> ASSIGNMENT: The answer must consist of every line below that holds the word "Sort".

--- START ---

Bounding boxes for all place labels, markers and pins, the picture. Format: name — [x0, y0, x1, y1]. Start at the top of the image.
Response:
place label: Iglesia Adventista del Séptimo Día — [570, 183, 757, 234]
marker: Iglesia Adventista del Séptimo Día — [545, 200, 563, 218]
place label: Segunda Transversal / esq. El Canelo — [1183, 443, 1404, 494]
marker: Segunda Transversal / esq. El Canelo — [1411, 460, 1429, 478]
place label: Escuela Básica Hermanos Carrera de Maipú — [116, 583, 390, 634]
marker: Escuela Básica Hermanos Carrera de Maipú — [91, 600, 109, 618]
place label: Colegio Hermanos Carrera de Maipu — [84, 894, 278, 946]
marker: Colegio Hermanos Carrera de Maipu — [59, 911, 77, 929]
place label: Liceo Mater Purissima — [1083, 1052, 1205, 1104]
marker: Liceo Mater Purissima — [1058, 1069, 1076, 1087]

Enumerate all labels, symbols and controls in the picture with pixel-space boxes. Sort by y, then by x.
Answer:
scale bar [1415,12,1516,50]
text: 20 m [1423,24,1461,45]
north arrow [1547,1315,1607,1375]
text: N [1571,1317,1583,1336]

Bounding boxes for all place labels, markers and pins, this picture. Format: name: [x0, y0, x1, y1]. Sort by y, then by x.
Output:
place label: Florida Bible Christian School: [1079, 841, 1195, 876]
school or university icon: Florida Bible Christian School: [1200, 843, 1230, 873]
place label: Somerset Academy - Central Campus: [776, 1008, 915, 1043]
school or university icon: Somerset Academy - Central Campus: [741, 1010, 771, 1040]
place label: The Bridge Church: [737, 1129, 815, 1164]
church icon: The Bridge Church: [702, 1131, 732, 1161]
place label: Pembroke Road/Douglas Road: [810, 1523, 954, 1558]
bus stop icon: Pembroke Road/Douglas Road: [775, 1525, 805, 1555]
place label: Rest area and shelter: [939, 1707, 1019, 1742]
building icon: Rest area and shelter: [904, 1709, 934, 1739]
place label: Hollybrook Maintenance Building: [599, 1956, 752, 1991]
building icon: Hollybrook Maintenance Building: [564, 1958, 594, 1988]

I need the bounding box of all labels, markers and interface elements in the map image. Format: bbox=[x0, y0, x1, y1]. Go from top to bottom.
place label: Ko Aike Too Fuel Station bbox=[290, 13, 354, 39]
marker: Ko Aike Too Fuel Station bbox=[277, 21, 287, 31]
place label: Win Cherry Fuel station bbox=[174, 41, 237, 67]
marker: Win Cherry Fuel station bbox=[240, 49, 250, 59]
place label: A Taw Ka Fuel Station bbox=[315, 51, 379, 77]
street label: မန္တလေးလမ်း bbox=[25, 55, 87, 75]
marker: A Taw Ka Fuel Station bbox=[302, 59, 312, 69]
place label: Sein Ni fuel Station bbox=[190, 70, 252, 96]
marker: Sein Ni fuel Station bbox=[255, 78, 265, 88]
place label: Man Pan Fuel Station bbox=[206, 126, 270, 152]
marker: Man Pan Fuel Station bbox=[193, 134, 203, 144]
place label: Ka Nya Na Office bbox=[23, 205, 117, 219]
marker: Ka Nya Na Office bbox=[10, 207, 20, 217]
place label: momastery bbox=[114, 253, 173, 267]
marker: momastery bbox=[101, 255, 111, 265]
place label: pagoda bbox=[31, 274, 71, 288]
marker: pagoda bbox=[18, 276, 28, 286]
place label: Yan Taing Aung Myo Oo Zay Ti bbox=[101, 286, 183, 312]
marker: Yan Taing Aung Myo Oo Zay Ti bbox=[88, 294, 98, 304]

--- END ---

> EXPECTED ANSWER:
Enumerate all labels, symbols and controls in the picture with pixel-space boxes. Sort by y, then by x.
Bounding boxes for all place labels, markers and pins, this picture. Format: name: [x0, y0, x1, y1]. Sort by y, then by x.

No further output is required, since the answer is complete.